Die Initianten übersehen bei ihrer «Inselstrategie», dass wir offene Märkte haben und zwei Drittel aller Frankenbestände im Ausland gehalten werden. Man würde einfach für neue Frankenkredite den Umweg über das Ausland in Anspruch nehmen. Das freundlichste Schicksal, das diese gut gemeinte, aber kaum verständliche Robinson-Initiative erfahren könnte, wäre, dass sie nicht zustande kommt.

Die Geld- und Währungspolitik der Nationalbank ist heute der wichtigste Teil der Wirtschaftspolitik; sie ist viel einflussreicher als die Entscheide der Regierung. Die SNB hat derzeit eine glückliche Hand. Doch es stellt sich langfristig ein Problem der demokratischen Legitimation: Wer kontrolliert denn die Nationalbank?

Die Politik darf der Notenbank vor ihren Entscheiden nicht hineinreden, denn diese muss überraschend und unabhängig eingreifen können. Hingegen sollte man, wie schon beim Nationalbankgesetz gefordert worden ist, die nachträgliche Rechenschaftspflicht der SNB gegenüber dem Parlament etwas ausbauen.
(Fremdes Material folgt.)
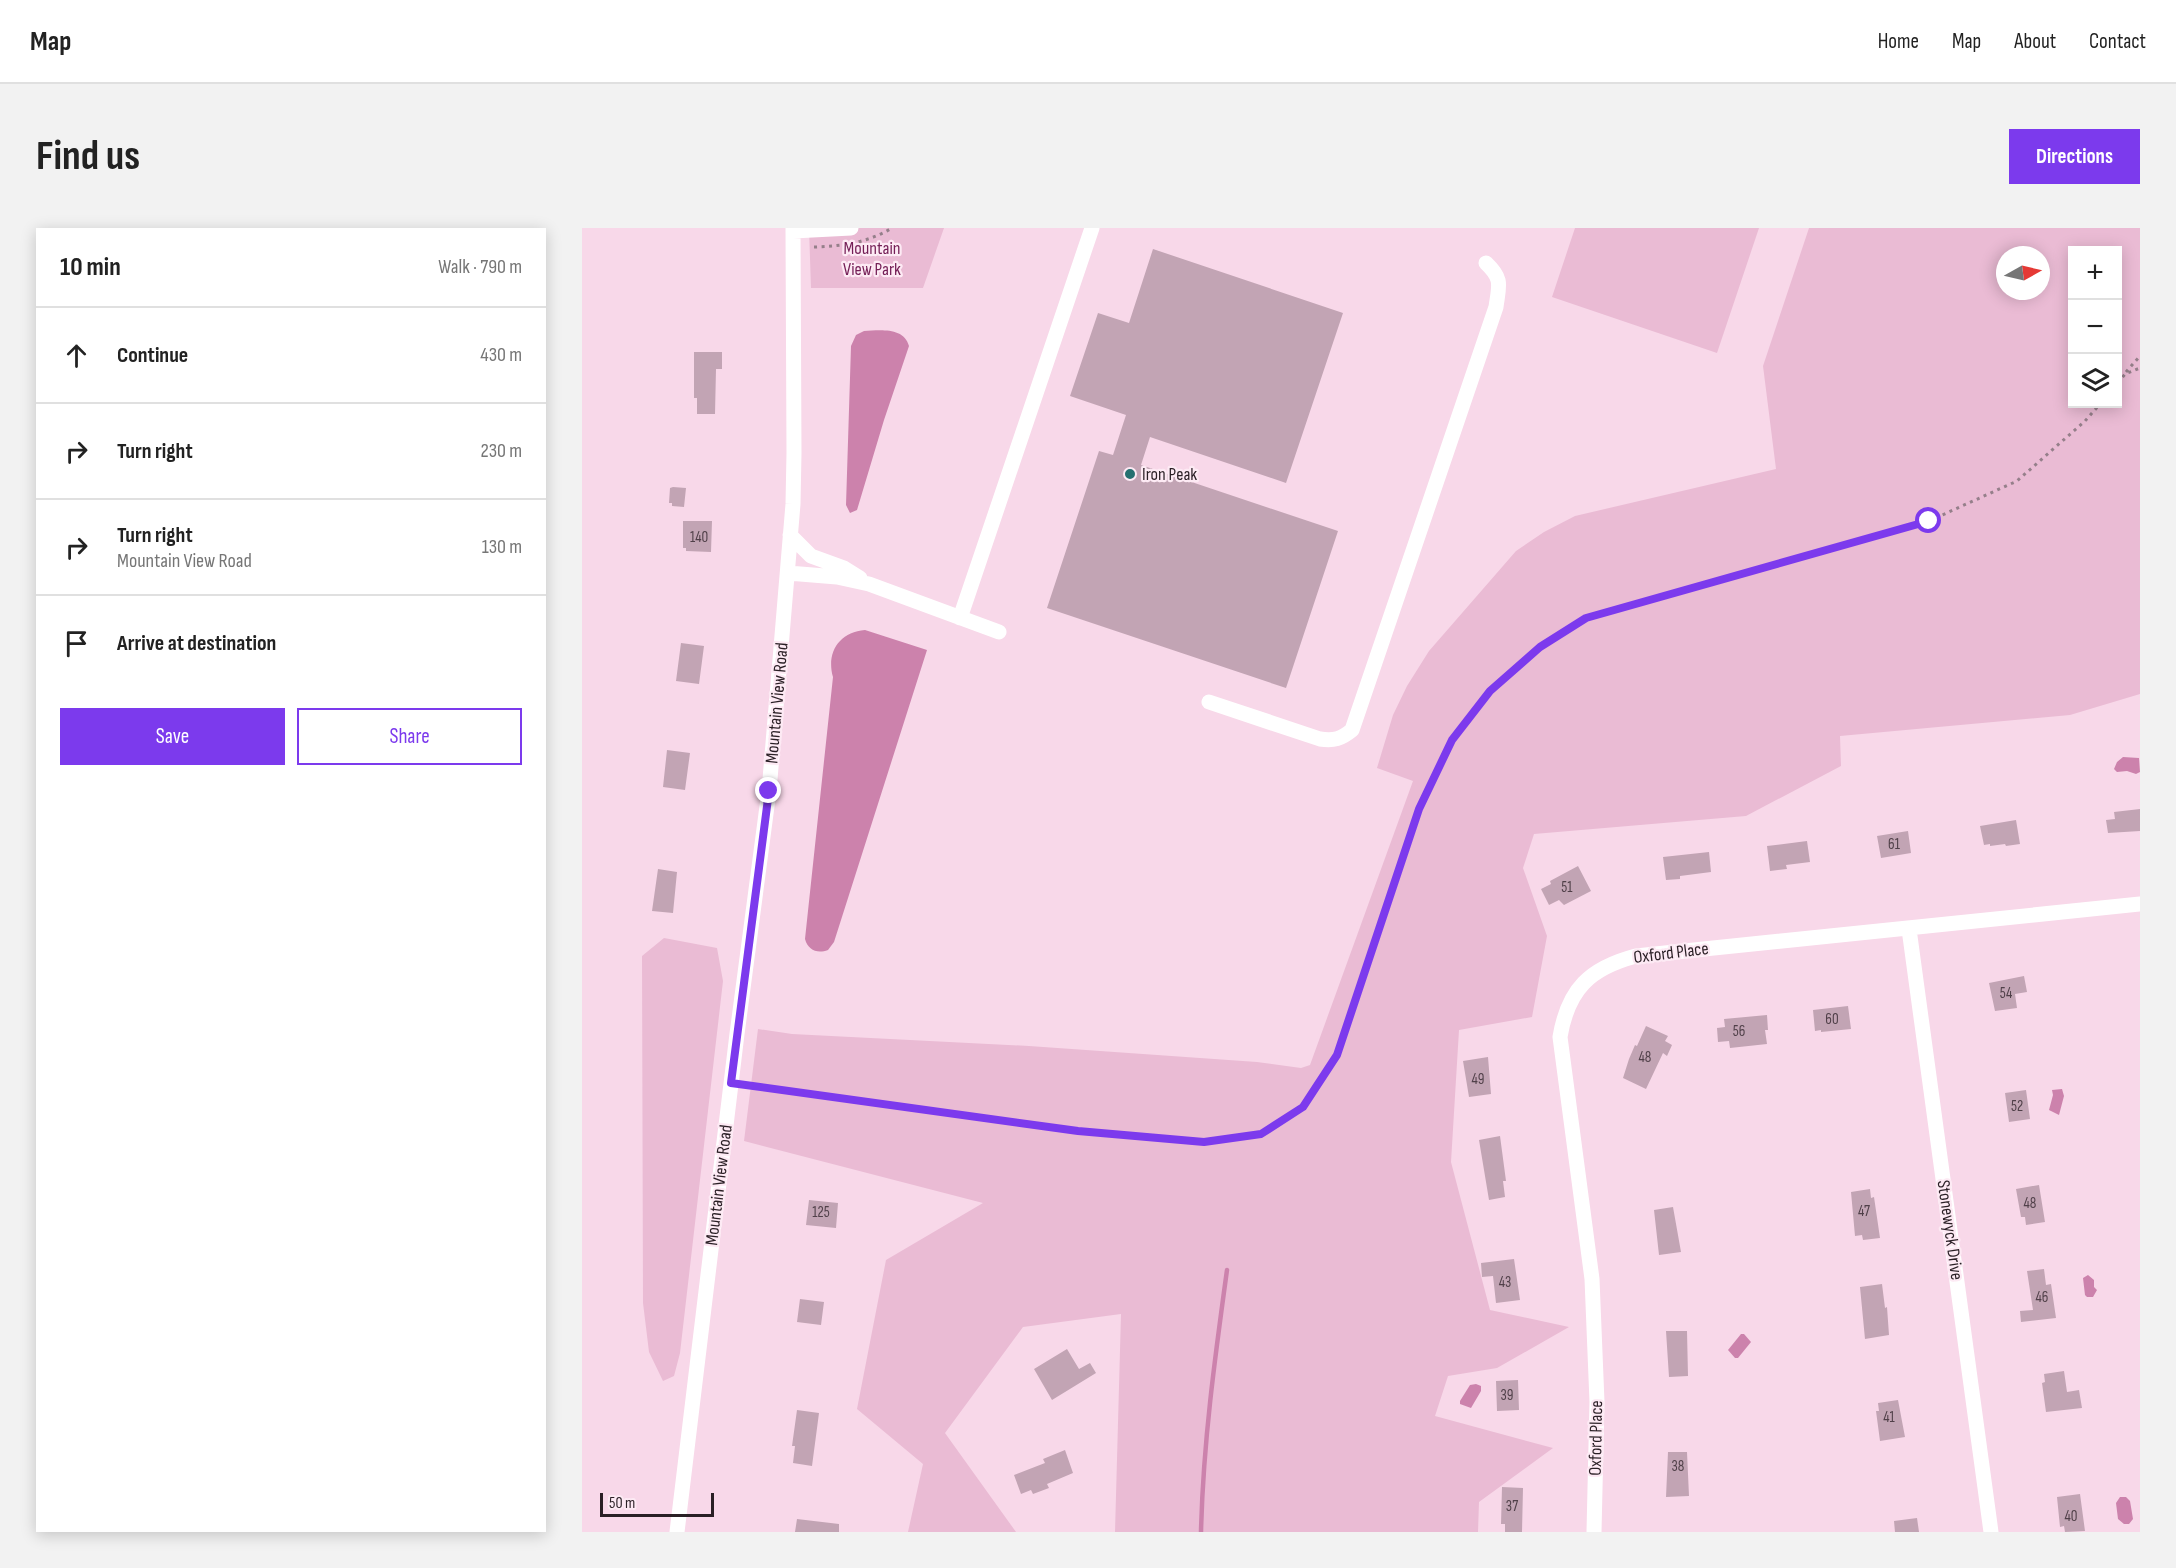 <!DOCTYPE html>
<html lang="en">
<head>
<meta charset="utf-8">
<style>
  body { margin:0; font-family:"Sofia Sans Condensed",sans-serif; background:#f2f2f2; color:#222 }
  .controls { position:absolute; right:18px; top:18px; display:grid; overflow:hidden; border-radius:0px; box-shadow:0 3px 15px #0003 }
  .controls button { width:54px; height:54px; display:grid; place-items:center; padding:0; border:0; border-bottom:2px solid #e0e0e0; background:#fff; color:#222; font:30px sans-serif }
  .compass { position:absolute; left:1414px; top:18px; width:54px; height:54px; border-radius:50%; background:#fff; box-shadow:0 3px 15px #0003; rotate:82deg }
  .scale { position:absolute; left:18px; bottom:15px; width:114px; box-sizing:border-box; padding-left:6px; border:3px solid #2a1f25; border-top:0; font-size:16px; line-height:21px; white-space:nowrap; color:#2a1f25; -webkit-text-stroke:4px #fdeaf4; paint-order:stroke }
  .stop { position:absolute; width:18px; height:18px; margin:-14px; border:4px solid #7c3aed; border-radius:50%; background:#fff }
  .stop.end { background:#7c3aed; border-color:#fff; box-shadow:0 2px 6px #0008 }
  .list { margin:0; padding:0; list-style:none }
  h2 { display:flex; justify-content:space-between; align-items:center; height:78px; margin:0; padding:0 24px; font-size:26px }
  h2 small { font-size:20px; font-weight:400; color:#767676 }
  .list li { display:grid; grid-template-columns:39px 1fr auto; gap:18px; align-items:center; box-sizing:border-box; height:96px; padding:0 24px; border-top:2px solid #e0e0e0 }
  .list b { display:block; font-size:22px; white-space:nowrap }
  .list p { margin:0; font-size:20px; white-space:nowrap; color:#767676 }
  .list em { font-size:20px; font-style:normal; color:#767676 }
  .actions { display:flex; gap:12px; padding:18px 24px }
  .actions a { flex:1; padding:14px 0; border:2px solid #7c3aed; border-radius:0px; text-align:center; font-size:21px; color:#7c3aed }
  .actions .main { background:#7c3aed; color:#fff }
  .icon { flex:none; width:33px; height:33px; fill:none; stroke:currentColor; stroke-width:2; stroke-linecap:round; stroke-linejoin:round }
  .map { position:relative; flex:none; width:1558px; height:1304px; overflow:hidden; border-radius:0px }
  header { display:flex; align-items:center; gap:36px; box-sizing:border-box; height:84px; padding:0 30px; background:#fff; border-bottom:2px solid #e0e0e0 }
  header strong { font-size:28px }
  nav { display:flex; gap:33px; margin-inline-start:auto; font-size:21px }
  .intro { display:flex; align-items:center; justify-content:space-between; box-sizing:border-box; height:144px; padding:0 36px }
  h1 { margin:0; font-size:42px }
  .button { padding:15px 27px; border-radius:0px; background:#7c3aed; color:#fff; font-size:21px; font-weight:700 }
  main { display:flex; gap:36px; padding:0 36px }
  aside { flex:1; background:#fff; border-radius:0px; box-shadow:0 3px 15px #0003 }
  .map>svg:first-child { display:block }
  .green { fill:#eabbd4; fill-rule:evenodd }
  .water { fill:#cc82ac }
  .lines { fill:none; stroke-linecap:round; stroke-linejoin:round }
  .stream { stroke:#cc82ac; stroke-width:4.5 }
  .building { fill:#c2a4b4 }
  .path { stroke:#957f8a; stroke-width:3; stroke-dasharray:3 4.5; stroke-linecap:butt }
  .minor { stroke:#fff; stroke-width:15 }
  .route { stroke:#7c3aed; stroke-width:8 }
  .poi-dot { fill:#257070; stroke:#fdeaf4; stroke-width:2 }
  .labels { text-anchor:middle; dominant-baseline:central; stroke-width:4.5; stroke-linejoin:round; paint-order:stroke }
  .number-label { font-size:15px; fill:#504049 }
  .park-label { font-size:18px; fill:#741e56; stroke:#fdeaf4 }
  .poi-label { font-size:18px; fill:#2a1f25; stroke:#fdeaf4; text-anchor:start }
  .street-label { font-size:18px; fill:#2a1f25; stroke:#fdeaf4 }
</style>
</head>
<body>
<header>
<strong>Map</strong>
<nav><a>Home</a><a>Map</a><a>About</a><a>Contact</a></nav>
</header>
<div class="intro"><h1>Find us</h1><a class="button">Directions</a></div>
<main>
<aside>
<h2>10 min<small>Walk · 790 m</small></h2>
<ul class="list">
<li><svg class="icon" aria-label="ahead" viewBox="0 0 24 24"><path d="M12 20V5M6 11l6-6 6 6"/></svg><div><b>Continue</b></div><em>430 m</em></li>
<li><svg class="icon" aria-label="right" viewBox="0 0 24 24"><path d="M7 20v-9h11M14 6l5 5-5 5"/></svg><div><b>Turn right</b></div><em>230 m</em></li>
<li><svg class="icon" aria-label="right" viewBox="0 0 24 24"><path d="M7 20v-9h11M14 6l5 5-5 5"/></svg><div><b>Turn right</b><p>Mountain View Road</p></div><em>130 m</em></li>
<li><svg class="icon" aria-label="arrive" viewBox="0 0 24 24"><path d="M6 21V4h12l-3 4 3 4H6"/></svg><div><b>Arrive at destination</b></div></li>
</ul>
<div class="actions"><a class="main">Save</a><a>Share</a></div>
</aside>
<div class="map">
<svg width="1558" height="1304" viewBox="0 0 1558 1304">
  <rect width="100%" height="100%" fill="#f8d8e9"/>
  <path class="green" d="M227,0H362L341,60H229Z
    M993,0H1177L1135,125L970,69Z
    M1227,0H1558V466L1488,487L1258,508L1259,538L1164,588L952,606L941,640L965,708L950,789L877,802L869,934L908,1082L987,1099L915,1140L866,1148L853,1188L971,1220L897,1274L896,1304H533L539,1086L441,1099L363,1205L434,1304H326L341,1236L275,1181L304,1032L401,975L162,913L176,801L210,806L447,818L675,834L719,840L728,837L831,553L795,540L811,487L825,458L847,423L934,323L962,304L993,288L1194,241L1181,138ZM1490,22H1536V176H1490ZM1423,27H1459V63H1423Z
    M82,710L135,720L141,753L98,1125L92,1148L81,1153L67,1124L61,1075L60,728Z"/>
  <path class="water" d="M282,103C298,102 322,99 327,118L302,192L275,282L268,285L264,277L269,118L274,107Z
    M283,402L345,422L252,714L246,722C235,726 226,722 223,711L251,449C244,425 257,404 283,402Z
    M1541,529L1557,530L1558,544L1554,546L1545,543L1535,544L1532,541L1535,534Z
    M1480,861L1482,868L1477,887L1467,882L1471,867L1470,862Z
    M1506,1047L1512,1052V1059L1515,1062L1511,1069H1505L1503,1067L1501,1050Z
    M1159,1106H1162L1169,1114L1156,1130H1153L1146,1122Z
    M894,1156L899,1158V1163L889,1180L878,1176V1173L888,1157Z
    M1538,1269H1544L1548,1273L1551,1291L1547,1296H1542L1536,1291L1534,1275Z"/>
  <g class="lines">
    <path class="stream" d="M619,1304C621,1216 633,1129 645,1042"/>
  </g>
  <path class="building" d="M571,21L761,85L704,255L568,209L559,237L756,303L704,460L465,380L517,223L531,227L544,187L488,168L516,85L547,95Z
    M112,124H140V141H134L133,186H115V170H112Z
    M91,259L104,260L102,279L90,278V275H87L88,260Z
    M101,293H130L129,324L104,323V320H101Z
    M99,415L122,418L117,456L94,453Z
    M85,522L108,525L103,562L81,559Z
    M1558,581V603L1526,605L1524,592L1533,591L1532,584Z
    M1434,592L1438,616L1424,618L1423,616L1408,618V616L1402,617L1398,598Z
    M1326,603L1329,625L1299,630L1295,608Z
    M1225,613L1228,634L1204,637L1205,641L1188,643L1185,618Z
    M1127,624L1129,644L1098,648V651L1084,652L1081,629Z
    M996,638L1009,663L982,677L977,672L967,677L959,661L969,656L968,653Z
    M76,641L95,644L91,685L70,683Z
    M1442,748L1445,764L1433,766L1435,780L1413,783L1407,755Z
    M1266,778L1269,801L1239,804V802L1233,803L1231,782Z
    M1185,787L1186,802H1183L1185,816L1148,820L1147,813L1136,814L1135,800L1143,799L1142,791Z
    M1064,798L1086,808L1083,813L1090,817L1085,828L1081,825L1064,861L1041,850L1047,831L1053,817L1055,818Z
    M906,829L909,866L887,869L881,833Z
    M1444,862L1448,891L1427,894L1423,865Z
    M918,908L924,953H921L923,969L907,972L897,912Z
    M1457,957L1463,994L1444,997L1443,989H1439L1434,961Z
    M1288,961L1289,970L1292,969L1298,1010L1281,1012L1280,1007L1273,1008L1269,964Z
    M227,972L256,975L254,1000L224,997Z
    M1091,979L1099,1024L1077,1027L1072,982Z
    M932,1031L938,1072L914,1075L911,1048L900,1049L899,1035Z
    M1462,1041L1464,1057L1469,1056L1474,1090L1439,1094L1438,1083L1451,1082L1445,1043Z
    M1300,1056L1303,1080L1305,1079L1307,1107L1283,1111L1278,1059Z
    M218,1071L242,1074L239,1097L215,1094Z
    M1084,1103H1105L1106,1148L1087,1149Z
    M485,1121L497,1141L508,1135L514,1145L470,1172L452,1141Z
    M1482,1143L1485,1164L1497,1162L1500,1180L1464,1184L1460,1155L1463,1154L1462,1146Z
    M936,1152L937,1182L915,1183L914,1153Z
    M1316,1172L1323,1209L1298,1213L1294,1183H1297L1296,1175Z
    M215,1182L237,1185L230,1238L211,1235L213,1218H210Z
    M483,1222L491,1245L465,1256L467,1260L451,1266L449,1262L439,1266L432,1247L463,1235L461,1231Z
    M1086,1224H1105L1107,1268L1084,1269Z
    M920,1259L941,1260L940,1304H923V1296H919Z
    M1498,1266L1503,1303L1483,1304L1482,1298L1478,1299L1475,1269Z
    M1335,1290L1337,1304H1313L1312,1293Z
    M215,1291L257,1296V1304H213Z"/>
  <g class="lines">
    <path class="path" d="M232,19C260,18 285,15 310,0
      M1544,144L1558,128
      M1536,155L1543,146L1558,140
      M163,857L496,903L622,914L679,906L721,879L755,827L837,581L870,512L908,463L958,419L1004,390L1347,293L1435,253L1503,193L1518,176"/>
    <path class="minor" d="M211,3L269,0
      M208,307L229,328L262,340L278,350
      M206,345L255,349L287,356L417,404
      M378,390L510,0
      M627,474L738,511C752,513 759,511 770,502L914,79C917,57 921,51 904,35
      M1327,701L1409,1304
      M95,1304L155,806L187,563L211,276L212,225L211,0
      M1012,1304L1015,1174L1010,1051L978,809C986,761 1008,740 1054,728L1558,676"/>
  </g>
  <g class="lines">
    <path class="route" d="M187,563L149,855L496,903L622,914L679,906L721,879L755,827L837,581L870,512L908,463L958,419L1004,390L1347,293"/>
  </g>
  <circle class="poi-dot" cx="548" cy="246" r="6"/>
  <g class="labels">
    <g class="number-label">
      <text x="117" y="309">140</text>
      <text x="1312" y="616">61</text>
      <text x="985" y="659">51</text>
      <text x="1424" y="765">54</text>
      <text x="1250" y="791">60</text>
      <text x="1157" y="803">56</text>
      <text x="1063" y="829">48</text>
      <text x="896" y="851">49</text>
      <text x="1435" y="878">52</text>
      <text x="1448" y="975">48</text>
      <text x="1282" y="983">47</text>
      <text x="239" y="984">125</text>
      <text x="923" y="1054">43</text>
      <text x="1460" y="1069">46</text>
      <text x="925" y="1167">39</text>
      <text x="1307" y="1189">41</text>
      <text x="1096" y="1238">38</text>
      <text x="930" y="1278">37</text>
      <text x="1489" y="1288">40</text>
    </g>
    <g class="park-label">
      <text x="290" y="20">Mountain<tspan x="290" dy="21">View Park</tspan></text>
    </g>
    <g class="poi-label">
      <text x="560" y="246">Iron Peak</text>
    </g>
    <g class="street-label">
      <text transform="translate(195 475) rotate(-85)">Mountain View Road</text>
      <text transform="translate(1089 725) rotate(-7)">Oxford Place</text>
      <text transform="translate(137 957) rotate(-83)">Mountain View Road</text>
      <text transform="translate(1368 1002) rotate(82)">Stonewyck Drive</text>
      <text transform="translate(1014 1210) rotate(-89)">Oxford Place</text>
    </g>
  </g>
</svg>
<div class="controls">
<button>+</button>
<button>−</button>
<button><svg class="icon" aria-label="layers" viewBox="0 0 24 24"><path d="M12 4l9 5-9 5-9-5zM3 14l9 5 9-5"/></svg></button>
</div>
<svg class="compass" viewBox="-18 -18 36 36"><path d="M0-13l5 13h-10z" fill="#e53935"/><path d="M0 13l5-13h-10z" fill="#767676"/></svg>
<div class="scale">50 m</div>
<div class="stop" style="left:1347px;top:293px"></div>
<div class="stop end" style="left:187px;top:563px"></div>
</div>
</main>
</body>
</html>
In den USA muss der Notenbankchef periodisch vor dem Senatsausschuss Rede und Antwort stehen und seine Politik auch mündlich begründen.

Eine solche transparente, demokratische Rechenschaftspflicht der Nationalbank würde sie vor Mythen, Ideologen und goldfixierten Kurpfuschern schützen. Es würde ihre Unabhängigkeit und Legitimation sogar stärken.